Transcribe the entries in full, keeping each word as it is.

■ ■ ■ ■

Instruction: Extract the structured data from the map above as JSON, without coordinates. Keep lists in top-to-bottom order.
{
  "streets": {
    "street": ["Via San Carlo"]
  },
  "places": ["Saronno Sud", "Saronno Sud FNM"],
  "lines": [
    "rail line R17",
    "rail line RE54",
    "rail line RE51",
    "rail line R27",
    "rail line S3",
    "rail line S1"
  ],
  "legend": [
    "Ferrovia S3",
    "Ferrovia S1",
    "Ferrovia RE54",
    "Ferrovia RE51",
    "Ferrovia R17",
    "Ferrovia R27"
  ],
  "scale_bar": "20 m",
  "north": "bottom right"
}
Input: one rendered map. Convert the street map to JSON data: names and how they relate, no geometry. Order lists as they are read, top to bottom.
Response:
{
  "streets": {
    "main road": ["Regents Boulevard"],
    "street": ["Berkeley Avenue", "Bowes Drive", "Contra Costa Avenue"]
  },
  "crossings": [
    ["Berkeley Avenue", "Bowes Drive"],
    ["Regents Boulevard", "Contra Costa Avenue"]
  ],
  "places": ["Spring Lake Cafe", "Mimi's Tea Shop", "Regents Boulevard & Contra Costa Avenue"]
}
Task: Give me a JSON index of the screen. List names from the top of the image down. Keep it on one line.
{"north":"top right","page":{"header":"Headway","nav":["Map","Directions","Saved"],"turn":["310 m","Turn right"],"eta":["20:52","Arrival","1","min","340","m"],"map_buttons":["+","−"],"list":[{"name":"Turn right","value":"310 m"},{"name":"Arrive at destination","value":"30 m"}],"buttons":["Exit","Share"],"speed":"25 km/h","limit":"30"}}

■ ■ ■ ■

Solution to the exercise:
Instruction: Extract the structured data from the map above as JSON, without coordinates. Keep lists in top-to-bottom order.
{
  "streets": {
    "street": ["Via San Carlo"]
  },
  "places": ["Saronno Sud", "Saronno Sud FNM"],
  "lines": [
    "rail line R17",
    "rail line RE54",
    "rail line RE51",
    "rail line R27",
    "rail line S3",
    "rail line S1"
  ],
  "legend": [
    "Ferrovia S3",
    "Ferrovia S1",
    "Ferrovia RE54",
    "Ferrovia RE51",
    "Ferrovia R17",
    "Ferrovia R27"
  ],
  "scale_bar": "20 m",
  "north": "bottom right"
}
Input: one rendered map. Convert the street map to JSON data: names and how they relate, no geometry. Order lists as they are read, top to bottom.
Response:
{
  "streets": {
    "main road": ["Regents Boulevard"],
    "street": ["Berkeley Avenue", "Bowes Drive", "Contra Costa Avenue"]
  },
  "crossings": [
    ["Berkeley Avenue", "Bowes Drive"],
    ["Regents Boulevard", "Contra Costa Avenue"]
  ],
  "places": ["Spring Lake Cafe", "Mimi's Tea Shop", "Regents Boulevard & Contra Costa Avenue"]
}
Task: Give me a JSON index of the screen. List names from the top of the image down. Keep it on one line.
{"north":"top right","page":{"header":"Headway","nav":["Map","Directions","Saved"],"turn":["310 m","Turn right"],"eta":["20:52","Arrival","1","min","340","m"],"map_buttons":["+","−"],"list":[{"name":"Turn right","value":"310 m"},{"name":"Arrive at destination","value":"30 m"}],"buttons":["Exit","Share"],"speed":"25 km/h","limit":"30"}}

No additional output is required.